Of course, one disadvantage of an agency is that they are expensive. Since there are so many of them now, it also behooves one to do a background check on the agency itself as to reputation and longevity. Cost analysis of different agencies is also warranted.

If money is an issue, then trying to find an independent care giver is the other route but that requires a great deal of due diligence. If you place an ad or answer an ad, you will have to do your own background checks of candidates investigating everything from criminal records to drug addiction. You will need to also thoroughly check the caregiver qualifications and training as well as references. Even if it turns out that the caregiver is someone you know, that person should still be vetted. One should also revisit the elder’s home insurance policy to see what exactly is covered in this scenario if something disturbing occurs,


Try to find someone who combines skills with personality. If someone gets along with your elder but has skill deficiencies, that is not a good fit. Similarly, if someone has good job savvy but irritates the elder, that is not a favorable match.
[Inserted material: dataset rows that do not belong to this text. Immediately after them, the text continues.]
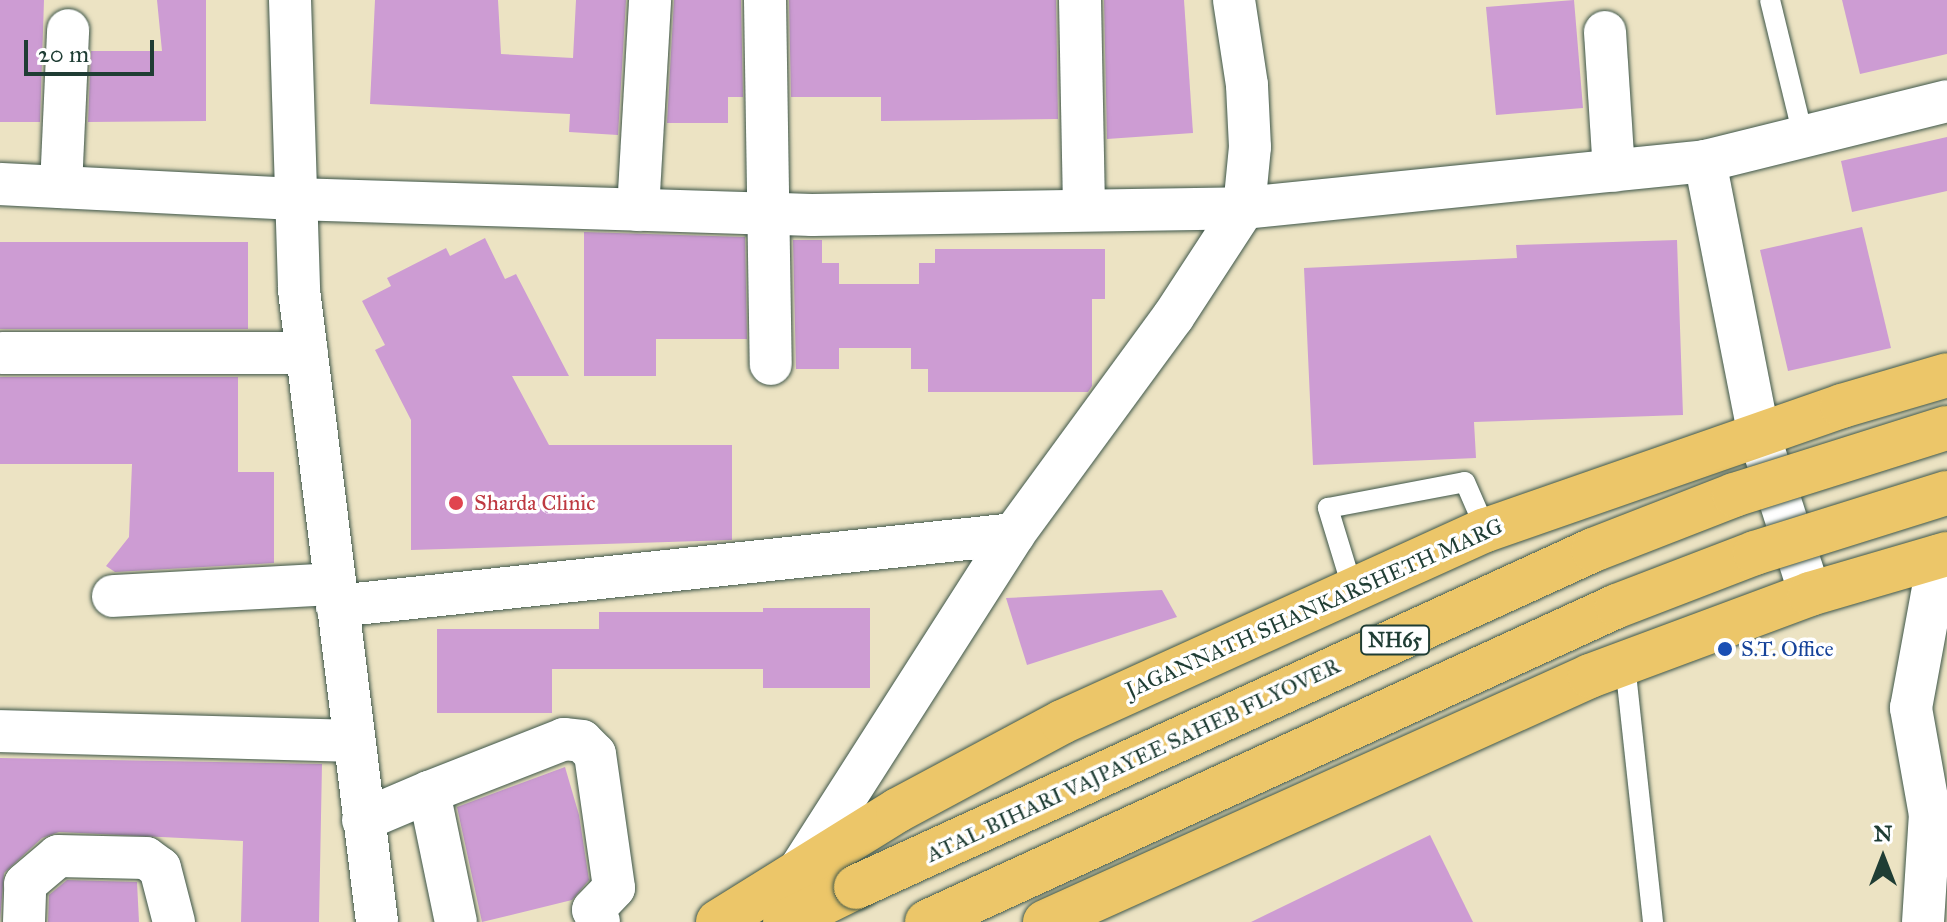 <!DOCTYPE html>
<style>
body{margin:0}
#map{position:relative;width:1947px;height:922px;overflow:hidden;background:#ece3c3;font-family:"IM FELL Great Primer",serif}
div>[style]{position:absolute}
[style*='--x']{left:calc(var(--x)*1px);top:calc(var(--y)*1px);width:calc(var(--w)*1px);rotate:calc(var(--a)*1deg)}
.building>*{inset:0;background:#cd9cd3}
.roads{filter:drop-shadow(0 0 2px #3e5649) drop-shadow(0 0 2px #3e5649)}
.lane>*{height:20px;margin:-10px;padding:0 10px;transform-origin:10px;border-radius:10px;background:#fff}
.street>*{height:42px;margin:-21px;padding:0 21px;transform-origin:21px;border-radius:21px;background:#fff}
.primary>*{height:44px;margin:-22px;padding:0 22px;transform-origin:22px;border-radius:22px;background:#ecc669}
.highway>*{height:44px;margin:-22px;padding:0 22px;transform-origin:22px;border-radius:22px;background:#ecc669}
.bridges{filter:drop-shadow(0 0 2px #3e5649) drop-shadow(0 0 2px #3e5649)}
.highway-bridge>*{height:44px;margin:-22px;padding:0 22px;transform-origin:22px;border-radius:22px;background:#ecc669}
.dots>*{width:22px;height:22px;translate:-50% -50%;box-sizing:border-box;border:4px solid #fff;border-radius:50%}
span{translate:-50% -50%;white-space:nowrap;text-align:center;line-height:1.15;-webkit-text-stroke:7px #fff;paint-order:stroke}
.shield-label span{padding:2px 6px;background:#fff;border:2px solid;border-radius:6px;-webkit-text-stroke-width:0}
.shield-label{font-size:20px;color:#1f3d34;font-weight:700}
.health-label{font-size:22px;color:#be3a42}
.left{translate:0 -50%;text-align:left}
.street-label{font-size:22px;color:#1f3d34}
.transit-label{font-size:22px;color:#164399}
.north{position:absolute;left:1843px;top:818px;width:80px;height:80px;-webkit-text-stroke:6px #fff;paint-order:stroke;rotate:0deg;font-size:22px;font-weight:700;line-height:32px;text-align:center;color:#1f3d34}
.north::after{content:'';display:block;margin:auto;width:28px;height:36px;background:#1f3d34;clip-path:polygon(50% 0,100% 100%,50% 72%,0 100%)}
.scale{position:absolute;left:24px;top:40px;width:130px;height:36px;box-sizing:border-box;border:4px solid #1f3d34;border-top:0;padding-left:10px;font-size:24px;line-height:28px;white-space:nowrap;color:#1f3d34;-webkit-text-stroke:6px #fff;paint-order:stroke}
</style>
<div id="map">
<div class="building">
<div style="clip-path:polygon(0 0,44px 0,40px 122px,0 122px)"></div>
<div style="clip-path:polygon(157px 0,206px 0,206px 121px,88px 122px,91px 51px,162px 51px)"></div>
<div style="clip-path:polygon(375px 0,498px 0,501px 54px,573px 58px,576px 0,626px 0,618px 135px,569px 132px,570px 114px,370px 104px)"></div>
<div style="clip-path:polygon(674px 0,741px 0,743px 97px,728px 97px,728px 123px,667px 123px)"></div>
<div style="clip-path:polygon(789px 0,1056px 0,1058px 119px,881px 121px,881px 97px,791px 97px)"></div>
<div style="clip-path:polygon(1104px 0,1184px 0,1193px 133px,1107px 139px)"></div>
<div style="clip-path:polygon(1574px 0,1583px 108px,1496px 115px,1486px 7px)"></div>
<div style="clip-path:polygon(1842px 0,1947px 0,1947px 54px,1860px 74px)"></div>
<div style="clip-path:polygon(1947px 137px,1947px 191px,1852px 212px,1841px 161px)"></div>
<div style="clip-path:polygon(1862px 227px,1891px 348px,1788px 371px,1760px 250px)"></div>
<div style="clip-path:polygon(584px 232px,745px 237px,747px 339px,656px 339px,656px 376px,584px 376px)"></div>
<div style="clip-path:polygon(485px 238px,505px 279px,516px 274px,569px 376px,512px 376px,549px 445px,732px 445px,732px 540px,411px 550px,411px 420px,375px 350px,385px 345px,362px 301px,391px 286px,387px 278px,446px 248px,450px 256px)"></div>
<div style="clip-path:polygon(793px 240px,822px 240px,822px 263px,839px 263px,839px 284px,919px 284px,919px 263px,935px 263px,935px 249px,1105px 249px,1105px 299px,1092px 299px,1092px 386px,1088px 392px,928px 392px,928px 369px,911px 369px,911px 348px,839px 348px,839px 369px,796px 369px)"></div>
<div style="clip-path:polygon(1677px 240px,1683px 415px,1474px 422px,1476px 458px,1313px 465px,1304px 268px,1517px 258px,1516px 245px)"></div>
<div style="clip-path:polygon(0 242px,248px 242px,248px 329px,0 329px)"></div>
<div style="clip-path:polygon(0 377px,238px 377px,238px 472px,274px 472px,274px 563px,115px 572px,106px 566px,129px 537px,132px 464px,0 464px)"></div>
<div style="clip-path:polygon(1162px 590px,1177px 617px,1027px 665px,1006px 598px)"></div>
<div style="clip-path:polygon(763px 608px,870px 608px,870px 688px,763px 688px,763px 669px,552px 669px,552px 713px,437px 713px,437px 629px,599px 629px,599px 612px,763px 612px)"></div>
<div style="clip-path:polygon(0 758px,322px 764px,319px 922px,241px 922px,243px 841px,59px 832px,42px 838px,4px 873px,0 921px)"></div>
<div style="clip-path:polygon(565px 767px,579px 815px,589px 880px,572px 900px,482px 922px,457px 807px)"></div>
<div style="clip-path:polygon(1430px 835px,1473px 922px,1251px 922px)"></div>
<div style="clip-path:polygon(67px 880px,137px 882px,139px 922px,48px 922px,49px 895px)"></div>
</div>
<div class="roads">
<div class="lane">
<div style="--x:1770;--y:0;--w:144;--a:76.3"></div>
<div style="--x:1353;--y:590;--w:86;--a:-107"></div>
<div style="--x:1328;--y:508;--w:139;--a:-10.7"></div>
<div style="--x:1465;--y:482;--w:52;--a:66.4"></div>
<div style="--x:1625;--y:664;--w:260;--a:83.8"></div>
</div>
<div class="street">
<div style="--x:290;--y:0;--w:290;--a:88.2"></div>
<div style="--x:299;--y:290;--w:637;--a:82.96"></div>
<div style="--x:765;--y:0;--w:364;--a:89.1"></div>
<div style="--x:1080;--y:0;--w:210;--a:88.9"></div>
<div style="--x:1605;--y:32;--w:139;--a:86.3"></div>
<div style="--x:1705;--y:161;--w:279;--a:78.9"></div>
<div style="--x:1759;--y:435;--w:167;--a:72.2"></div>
<div style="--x:0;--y:184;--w:294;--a:2.9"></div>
<div style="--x:294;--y:199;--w:518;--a:1.77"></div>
<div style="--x:812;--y:215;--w:432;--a:-0.9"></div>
<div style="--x:1244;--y:208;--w:463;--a:-5.8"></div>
<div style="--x:1705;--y:161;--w:249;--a:-13.9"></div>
<div style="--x:61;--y:187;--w:157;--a:-87.4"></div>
<div style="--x:638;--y:210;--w:210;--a:-86.7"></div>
<div style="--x:2;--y:353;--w:305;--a:0"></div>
<div style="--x:113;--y:596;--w:222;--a:-3.1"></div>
<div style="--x:337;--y:606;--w:681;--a:-6.07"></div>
<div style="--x:0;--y:731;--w:353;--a:1.6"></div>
<div style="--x:429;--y:792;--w:145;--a:-21.4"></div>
<div style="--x:564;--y:739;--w:18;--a:6"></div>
<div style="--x:582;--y:741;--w:18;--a:45"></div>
<div style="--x:595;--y:754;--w:135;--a:81.9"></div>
<div style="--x:614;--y:888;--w:30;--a:134"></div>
<div style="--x:593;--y:910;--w:13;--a:63"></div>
<div style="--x:363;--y:820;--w:72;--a:-23"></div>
<div style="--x:429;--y:792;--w:133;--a:78.3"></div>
<div style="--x:798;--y:872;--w:401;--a:-57.4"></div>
<div style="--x:1014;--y:534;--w:269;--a:-53.8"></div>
<div style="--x:1173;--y:317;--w:130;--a:-56.9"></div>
<div style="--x:1244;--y:208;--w:61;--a:-84.4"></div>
<div style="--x:1250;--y:147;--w:62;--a:-92.8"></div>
<div style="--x:1247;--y:85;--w:86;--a:-98.7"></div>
<div style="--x:24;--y:922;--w:38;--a:-88"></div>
<div style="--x:25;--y:884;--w:43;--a:-40.3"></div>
<div style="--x:58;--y:856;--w:88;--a:1.3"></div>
<div style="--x:146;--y:858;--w:17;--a:36"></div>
<div style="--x:160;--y:868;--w:56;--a:75.5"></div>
<div style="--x:1923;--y:922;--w:107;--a:-86.3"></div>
<div style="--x:1930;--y:815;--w:109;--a:-100.1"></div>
<div style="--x:1911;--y:708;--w:155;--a:-79.6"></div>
</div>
<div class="primary">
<div style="--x:718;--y:922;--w:212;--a:-31.9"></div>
<div style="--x:898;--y:810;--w:186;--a:-28.2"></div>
<div style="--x:1062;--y:722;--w:465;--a:-24.4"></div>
<div style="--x:1486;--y:530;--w:377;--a:-19.2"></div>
<div style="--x:1842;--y:406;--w:109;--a:-16.4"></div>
<div style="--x:1045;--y:922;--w:598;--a:-24.29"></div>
<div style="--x:1590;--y:676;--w:235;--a:-20.4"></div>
<div style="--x:1810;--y:594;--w:143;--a:-16.3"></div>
</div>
<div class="highway">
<div style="--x:785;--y:922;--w:79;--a:-26.2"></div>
</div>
</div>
<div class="bridges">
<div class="highway-bridge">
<div style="--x:856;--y:887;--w:810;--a:-24.57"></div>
<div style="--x:1593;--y:550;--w:151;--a:-21.3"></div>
<div style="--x:1734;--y:495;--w:223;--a:-17.5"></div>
<div style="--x:927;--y:922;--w:759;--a:-24.61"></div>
<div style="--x:1617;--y:606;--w:148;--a:-21"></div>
<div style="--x:1755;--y:553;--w:201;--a:-17.4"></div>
</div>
</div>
<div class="dots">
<div style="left:456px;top:503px;background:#e0444e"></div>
<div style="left:1725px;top:649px;background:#1a4fb4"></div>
</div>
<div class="shield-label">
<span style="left:1395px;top:640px">NH65</span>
</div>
<div class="health-label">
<span class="left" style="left:474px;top:503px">Sharda Clinic</span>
</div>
<div class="street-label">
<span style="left:1314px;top:608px;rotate:-24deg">JAGANNATH SHANKARSHETH MARG</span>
<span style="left:1133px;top:760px;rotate:-25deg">ATAL BIHARI VAJPAYEE SAHEB FLYOVER</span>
</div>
<div class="transit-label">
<span class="left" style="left:1741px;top:649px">S.T. Office</span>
</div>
<div class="north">N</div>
<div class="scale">20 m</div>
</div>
Lastly, a spouse or adult child should be vigilant about monitoring a care giving situation, particularly if the elder has deteriorating mental issues. This applies whether the care giver is from an agency or is an independent. Spouses and adult children should be frequently monitoring the elder’s house and possessions, and keeping a close eye on finances.

It is also wise to consult with an experienced estate planning attorney when searching for elder care, as there are other issues that may come up depending on the individual situation.